Beware: Connecticut’s Museum of the Occult May Kill You
In Connecticut, a real-life ghostbusters couple, the Warrens, built a museum below their house to display the haunted artifacts from their many cases. At night, things get weird.
Tired of the classical sculptures, impressionist paintings, and chipped ancient relics you stroll past at your local art museum? Perhaps you’d like to gawk at a haunted Raggedy Ann doll in a glass case that might try to kill you instead.

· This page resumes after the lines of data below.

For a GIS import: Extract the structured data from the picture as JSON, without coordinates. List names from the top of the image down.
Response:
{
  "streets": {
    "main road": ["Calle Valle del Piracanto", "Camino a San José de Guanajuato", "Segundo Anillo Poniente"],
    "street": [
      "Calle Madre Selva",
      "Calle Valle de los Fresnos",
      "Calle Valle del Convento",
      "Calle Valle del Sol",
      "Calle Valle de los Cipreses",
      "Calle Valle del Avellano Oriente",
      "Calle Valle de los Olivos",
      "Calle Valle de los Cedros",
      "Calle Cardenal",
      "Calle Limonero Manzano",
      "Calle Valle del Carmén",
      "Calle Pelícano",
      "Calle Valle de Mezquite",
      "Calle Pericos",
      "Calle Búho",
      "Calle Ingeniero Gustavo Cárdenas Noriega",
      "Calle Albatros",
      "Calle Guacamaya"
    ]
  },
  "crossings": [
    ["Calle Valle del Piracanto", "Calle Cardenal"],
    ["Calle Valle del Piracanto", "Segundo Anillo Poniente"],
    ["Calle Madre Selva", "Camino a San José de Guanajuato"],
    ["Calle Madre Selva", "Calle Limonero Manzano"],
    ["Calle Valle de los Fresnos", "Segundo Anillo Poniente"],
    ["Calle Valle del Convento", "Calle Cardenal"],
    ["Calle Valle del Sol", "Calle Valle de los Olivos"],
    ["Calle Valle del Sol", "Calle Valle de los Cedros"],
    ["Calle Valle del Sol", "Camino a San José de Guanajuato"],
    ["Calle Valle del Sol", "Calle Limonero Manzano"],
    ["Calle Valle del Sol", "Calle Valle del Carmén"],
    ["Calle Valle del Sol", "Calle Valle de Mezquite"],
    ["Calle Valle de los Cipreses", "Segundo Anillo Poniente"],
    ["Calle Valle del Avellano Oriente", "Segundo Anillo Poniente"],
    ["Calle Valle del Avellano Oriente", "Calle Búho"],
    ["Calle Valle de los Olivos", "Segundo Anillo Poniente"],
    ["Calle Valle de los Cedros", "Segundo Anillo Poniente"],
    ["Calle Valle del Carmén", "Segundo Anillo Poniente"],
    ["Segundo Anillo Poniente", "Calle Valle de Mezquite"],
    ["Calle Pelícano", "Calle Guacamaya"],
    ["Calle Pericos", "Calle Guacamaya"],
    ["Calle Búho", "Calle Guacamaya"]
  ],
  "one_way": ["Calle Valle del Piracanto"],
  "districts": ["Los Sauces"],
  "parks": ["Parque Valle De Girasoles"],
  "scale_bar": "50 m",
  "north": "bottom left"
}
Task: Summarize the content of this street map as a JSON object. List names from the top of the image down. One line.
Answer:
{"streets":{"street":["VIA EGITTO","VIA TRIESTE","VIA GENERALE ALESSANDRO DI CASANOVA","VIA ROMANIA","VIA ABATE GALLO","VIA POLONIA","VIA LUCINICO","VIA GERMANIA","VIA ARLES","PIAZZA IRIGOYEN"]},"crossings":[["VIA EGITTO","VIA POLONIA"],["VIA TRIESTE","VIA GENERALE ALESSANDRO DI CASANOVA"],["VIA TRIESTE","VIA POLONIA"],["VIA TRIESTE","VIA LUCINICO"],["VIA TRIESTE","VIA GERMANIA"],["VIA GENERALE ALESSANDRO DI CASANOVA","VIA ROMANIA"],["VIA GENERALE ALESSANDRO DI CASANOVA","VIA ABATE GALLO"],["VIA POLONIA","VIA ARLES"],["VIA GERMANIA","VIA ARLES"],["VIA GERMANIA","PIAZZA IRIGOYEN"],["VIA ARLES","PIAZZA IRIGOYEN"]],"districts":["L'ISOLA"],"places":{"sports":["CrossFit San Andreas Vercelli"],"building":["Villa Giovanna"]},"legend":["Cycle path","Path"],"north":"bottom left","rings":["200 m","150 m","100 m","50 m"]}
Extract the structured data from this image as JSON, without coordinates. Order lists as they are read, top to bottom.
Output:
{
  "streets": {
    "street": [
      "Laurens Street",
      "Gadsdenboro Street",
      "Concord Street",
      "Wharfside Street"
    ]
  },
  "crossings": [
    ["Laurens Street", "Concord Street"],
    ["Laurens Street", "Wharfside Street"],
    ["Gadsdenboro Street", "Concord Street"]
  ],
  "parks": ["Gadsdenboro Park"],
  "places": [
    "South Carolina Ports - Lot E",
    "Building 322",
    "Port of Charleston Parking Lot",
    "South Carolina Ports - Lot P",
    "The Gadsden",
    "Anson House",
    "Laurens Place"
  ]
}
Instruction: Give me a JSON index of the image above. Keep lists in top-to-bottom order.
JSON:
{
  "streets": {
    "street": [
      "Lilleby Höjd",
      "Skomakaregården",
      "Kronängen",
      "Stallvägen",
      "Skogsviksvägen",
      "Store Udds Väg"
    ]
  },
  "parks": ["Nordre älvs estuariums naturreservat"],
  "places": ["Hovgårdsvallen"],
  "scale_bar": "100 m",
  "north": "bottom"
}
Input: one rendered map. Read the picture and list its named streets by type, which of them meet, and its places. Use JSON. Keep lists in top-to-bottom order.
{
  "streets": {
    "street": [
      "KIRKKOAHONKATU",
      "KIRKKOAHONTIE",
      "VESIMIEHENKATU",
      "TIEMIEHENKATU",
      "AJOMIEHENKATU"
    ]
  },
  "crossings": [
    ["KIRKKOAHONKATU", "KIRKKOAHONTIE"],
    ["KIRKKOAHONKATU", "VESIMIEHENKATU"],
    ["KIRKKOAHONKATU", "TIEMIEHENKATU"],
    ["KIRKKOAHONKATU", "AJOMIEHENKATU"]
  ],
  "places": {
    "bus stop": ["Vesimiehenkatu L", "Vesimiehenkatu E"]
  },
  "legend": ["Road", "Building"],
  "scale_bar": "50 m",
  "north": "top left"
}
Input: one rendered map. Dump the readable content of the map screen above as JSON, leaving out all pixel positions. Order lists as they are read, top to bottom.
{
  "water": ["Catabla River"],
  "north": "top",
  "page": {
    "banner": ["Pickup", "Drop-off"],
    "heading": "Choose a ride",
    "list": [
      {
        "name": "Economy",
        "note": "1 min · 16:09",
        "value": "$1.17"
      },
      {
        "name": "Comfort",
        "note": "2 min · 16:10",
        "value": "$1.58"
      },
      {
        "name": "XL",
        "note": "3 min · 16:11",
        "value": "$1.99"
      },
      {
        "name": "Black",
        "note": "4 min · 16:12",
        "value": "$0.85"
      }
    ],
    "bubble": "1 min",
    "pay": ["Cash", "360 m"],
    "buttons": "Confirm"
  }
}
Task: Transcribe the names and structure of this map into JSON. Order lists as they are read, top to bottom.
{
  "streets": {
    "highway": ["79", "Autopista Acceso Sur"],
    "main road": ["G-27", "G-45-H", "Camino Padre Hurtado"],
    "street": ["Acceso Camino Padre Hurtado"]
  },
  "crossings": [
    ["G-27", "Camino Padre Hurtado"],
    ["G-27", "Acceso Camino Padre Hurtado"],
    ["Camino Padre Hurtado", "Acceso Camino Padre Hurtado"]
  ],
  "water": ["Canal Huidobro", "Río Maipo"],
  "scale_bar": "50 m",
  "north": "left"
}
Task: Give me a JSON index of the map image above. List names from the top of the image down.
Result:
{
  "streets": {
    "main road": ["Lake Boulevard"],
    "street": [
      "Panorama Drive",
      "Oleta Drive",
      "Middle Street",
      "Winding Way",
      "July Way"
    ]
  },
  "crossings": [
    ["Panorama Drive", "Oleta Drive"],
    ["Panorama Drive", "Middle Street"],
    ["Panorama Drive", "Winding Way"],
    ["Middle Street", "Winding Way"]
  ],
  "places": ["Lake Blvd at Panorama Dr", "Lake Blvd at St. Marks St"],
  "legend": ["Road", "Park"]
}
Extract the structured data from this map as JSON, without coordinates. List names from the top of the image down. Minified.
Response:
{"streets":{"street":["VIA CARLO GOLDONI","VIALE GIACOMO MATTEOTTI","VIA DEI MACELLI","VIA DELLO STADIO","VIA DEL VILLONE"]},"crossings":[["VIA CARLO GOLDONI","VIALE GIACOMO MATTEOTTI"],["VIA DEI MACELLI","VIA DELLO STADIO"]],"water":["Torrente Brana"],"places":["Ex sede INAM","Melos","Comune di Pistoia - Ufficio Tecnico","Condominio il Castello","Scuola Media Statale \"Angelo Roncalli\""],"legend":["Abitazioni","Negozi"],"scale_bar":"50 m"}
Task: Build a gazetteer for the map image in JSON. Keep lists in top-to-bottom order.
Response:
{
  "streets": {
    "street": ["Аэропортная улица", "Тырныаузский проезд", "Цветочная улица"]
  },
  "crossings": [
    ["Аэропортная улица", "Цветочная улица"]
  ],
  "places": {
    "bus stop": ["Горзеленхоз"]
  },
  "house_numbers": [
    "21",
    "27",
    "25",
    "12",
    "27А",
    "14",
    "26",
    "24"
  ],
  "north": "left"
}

Underneath the Connecticut home of one of the country’s most prominent experts on supernatural hauntings, through a so-called haunted passageway, is a room dubbed the “Museum of the Occult.” The museum calls itself not just the only museum of its kind but, redundantly, also the oldest, boasting it has “the largest array of haunted artifacts and items that have been used in occult practices throughout the world.” The family-owned establishment is filled from floor to ceiling with creepy voodoo dolls, satanic altars, mummies, magic mirrors, shadow books, and a very prominently displayed rag doll under a cross with bold letters issuing a warning on the glass case: “Positively Do Not Open.”
This is the museum’s centerpiece. Named Annabelle, the doll is said to be haunted by the spirit of a young girl. Fans of the 2013 horror film The Conjuring may be familiar with the doll, which plays a central role. Though it was exorcised and is now caged, it apparently still moves about and growls at visitors.